The lines from the beginning of the records below through the one holding "0 2.5px,transparent 0" are to be copied exactly; leave the pictures out.

##### TASK INPUTS

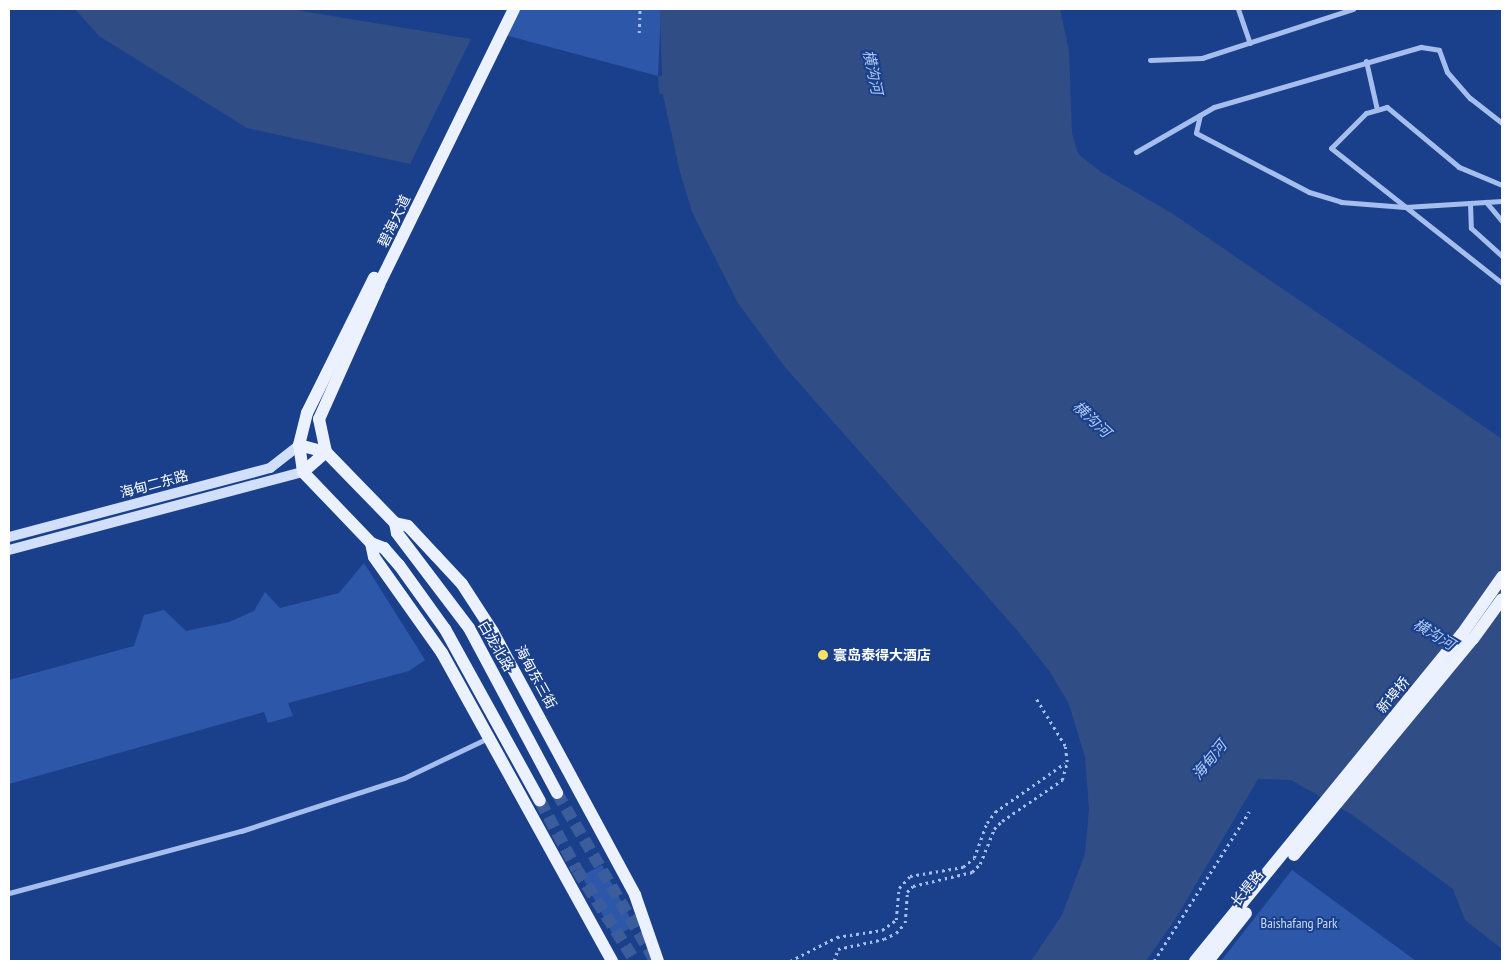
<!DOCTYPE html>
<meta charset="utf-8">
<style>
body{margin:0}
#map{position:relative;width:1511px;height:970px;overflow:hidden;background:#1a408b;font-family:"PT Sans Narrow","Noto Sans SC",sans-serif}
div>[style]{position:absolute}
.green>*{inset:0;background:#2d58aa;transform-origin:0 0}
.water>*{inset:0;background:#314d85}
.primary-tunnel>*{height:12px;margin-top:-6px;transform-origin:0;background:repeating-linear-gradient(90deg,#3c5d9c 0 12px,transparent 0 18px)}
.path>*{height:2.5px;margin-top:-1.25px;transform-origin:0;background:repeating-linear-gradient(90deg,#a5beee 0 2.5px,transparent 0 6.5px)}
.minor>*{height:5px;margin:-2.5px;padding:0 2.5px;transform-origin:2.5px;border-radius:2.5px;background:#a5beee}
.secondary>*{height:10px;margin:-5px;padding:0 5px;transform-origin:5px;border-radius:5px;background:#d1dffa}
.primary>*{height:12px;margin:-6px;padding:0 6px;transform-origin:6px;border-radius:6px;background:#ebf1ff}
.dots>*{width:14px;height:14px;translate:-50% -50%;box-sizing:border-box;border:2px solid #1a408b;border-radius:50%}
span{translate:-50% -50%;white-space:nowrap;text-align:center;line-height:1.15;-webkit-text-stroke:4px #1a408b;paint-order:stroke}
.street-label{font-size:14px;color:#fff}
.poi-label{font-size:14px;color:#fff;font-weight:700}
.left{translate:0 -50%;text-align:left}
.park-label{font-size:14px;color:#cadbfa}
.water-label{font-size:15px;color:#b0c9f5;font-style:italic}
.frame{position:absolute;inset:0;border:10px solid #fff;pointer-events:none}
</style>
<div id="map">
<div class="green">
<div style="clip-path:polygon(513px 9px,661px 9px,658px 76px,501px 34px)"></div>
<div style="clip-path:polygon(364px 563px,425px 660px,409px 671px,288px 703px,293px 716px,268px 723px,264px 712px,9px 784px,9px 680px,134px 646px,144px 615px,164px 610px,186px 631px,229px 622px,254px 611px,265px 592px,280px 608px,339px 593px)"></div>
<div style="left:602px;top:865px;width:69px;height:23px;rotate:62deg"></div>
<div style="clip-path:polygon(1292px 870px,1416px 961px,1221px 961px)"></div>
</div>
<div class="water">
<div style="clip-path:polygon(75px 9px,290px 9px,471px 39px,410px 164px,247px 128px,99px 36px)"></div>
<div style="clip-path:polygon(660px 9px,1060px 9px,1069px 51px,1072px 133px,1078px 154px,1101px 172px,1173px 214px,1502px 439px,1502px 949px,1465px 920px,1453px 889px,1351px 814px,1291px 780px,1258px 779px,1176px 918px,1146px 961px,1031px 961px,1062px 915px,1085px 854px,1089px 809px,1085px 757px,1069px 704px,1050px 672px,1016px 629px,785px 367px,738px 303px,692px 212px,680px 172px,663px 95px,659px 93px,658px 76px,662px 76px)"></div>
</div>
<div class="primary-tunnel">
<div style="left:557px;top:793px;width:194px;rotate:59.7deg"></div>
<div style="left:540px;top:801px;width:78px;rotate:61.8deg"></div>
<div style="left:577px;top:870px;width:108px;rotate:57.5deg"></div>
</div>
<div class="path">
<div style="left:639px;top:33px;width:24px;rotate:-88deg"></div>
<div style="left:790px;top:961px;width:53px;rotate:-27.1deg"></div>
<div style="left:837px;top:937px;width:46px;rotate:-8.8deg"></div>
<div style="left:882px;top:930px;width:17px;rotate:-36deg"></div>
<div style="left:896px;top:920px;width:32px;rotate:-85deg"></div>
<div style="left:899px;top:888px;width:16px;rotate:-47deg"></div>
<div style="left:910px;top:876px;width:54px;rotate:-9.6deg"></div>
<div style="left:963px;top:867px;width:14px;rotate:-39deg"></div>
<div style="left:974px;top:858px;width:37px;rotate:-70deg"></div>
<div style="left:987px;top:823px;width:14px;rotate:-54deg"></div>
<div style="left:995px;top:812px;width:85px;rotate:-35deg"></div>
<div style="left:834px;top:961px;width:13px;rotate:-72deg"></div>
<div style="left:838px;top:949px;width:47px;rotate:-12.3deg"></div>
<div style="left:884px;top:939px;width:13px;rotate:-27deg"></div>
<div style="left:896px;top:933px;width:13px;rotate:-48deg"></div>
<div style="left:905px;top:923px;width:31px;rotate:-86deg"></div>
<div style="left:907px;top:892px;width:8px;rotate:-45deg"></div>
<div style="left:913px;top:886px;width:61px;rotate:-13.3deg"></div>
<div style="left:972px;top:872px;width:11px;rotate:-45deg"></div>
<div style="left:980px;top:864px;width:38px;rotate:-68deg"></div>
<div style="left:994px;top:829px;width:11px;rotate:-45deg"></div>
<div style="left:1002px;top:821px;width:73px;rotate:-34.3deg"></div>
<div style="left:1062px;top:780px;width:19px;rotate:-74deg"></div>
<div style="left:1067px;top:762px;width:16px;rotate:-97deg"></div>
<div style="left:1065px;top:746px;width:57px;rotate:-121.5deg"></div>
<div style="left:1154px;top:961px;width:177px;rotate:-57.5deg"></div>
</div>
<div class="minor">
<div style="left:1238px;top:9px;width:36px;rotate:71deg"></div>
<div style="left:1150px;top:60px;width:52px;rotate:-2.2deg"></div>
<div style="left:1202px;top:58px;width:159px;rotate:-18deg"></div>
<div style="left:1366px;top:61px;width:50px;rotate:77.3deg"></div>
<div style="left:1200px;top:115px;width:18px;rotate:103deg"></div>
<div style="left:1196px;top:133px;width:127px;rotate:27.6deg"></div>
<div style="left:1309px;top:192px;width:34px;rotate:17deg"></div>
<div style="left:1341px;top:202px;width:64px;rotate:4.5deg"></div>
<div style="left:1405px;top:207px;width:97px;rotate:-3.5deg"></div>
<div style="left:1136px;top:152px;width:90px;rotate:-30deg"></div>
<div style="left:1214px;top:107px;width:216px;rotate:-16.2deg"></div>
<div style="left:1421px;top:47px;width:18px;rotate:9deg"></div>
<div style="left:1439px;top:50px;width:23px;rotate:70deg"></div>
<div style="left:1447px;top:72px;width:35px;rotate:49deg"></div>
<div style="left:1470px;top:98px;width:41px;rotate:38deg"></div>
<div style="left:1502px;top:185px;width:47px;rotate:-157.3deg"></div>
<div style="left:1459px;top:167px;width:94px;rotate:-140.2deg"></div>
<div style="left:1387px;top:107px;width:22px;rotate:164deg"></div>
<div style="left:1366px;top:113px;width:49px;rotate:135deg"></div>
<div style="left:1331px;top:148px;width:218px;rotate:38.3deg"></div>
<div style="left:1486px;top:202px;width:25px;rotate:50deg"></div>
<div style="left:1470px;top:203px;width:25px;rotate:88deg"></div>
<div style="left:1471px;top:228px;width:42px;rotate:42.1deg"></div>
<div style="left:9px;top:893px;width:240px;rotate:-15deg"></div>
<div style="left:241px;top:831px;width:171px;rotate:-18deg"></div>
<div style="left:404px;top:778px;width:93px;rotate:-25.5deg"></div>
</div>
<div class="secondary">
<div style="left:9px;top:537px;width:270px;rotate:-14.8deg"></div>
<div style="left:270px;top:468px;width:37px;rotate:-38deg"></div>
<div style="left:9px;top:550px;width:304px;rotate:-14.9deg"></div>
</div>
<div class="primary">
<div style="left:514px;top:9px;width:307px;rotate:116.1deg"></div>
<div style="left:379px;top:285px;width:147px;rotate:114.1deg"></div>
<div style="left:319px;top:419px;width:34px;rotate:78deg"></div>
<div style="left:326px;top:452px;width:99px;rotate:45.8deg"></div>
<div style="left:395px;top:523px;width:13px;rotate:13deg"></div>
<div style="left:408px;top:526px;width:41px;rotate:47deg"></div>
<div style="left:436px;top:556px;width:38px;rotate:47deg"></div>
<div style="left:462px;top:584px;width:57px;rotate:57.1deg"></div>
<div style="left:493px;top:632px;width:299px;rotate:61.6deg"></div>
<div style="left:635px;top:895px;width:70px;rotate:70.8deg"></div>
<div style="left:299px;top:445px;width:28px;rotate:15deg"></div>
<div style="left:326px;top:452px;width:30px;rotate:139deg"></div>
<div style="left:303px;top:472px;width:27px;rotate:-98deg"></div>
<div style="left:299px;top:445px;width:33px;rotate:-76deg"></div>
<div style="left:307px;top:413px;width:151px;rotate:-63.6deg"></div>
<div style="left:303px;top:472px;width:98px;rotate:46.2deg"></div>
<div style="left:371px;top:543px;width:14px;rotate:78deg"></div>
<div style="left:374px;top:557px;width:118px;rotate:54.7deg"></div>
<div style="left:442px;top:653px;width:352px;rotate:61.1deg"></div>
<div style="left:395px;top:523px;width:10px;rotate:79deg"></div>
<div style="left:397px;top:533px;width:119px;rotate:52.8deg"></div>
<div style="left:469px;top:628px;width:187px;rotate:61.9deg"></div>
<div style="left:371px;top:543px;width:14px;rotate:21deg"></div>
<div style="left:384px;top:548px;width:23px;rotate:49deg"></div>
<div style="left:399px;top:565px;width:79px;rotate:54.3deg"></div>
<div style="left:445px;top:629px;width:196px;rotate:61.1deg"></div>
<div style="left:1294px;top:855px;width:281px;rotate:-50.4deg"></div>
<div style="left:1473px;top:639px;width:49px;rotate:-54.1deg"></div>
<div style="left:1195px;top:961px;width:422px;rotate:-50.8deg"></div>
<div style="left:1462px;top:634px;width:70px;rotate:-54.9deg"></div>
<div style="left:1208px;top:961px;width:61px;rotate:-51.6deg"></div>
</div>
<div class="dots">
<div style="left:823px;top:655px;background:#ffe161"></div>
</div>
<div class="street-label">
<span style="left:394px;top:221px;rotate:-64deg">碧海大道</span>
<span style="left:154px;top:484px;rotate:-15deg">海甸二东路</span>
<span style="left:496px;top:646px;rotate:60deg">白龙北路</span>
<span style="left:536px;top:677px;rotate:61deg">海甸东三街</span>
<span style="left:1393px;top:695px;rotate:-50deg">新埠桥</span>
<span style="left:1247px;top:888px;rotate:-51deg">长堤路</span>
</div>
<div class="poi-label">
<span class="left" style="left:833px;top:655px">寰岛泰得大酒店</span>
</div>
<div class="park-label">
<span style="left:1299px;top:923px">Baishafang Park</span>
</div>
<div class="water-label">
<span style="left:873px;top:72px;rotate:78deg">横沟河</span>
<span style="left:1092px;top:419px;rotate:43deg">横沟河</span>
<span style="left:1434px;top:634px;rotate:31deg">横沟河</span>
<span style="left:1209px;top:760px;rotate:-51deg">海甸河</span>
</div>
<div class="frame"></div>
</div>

##########

* _REPLY_
<!DOCTYPE html>
<meta charset="utf-8">
<style>
body{margin:0}
#map{position:relative;width:1511px;height:970px;overflow:hidden;background:#1a408b;font-family:"PT Sans Narrow","Noto Sans SC",sans-serif}
div>[style]{position:absolute}
.green>*{inset:0;background:#2d58aa;transform-origin:0 0}
.water>*{inset:0;background:#314d85}
.primary-tunnel>*{height:12px;margin-top:-6px;transform-origin:0;background:repeating-linear-gradient(90deg,#3c5d9c 0 12px,transparent 0 18px)}
.path>*{height:2.5px;margin-top:-1.25px;transform-origin:0;background:repeating-linear-gradient(90deg,#a5beee 0 2.5px,transparent 0 6.5px)}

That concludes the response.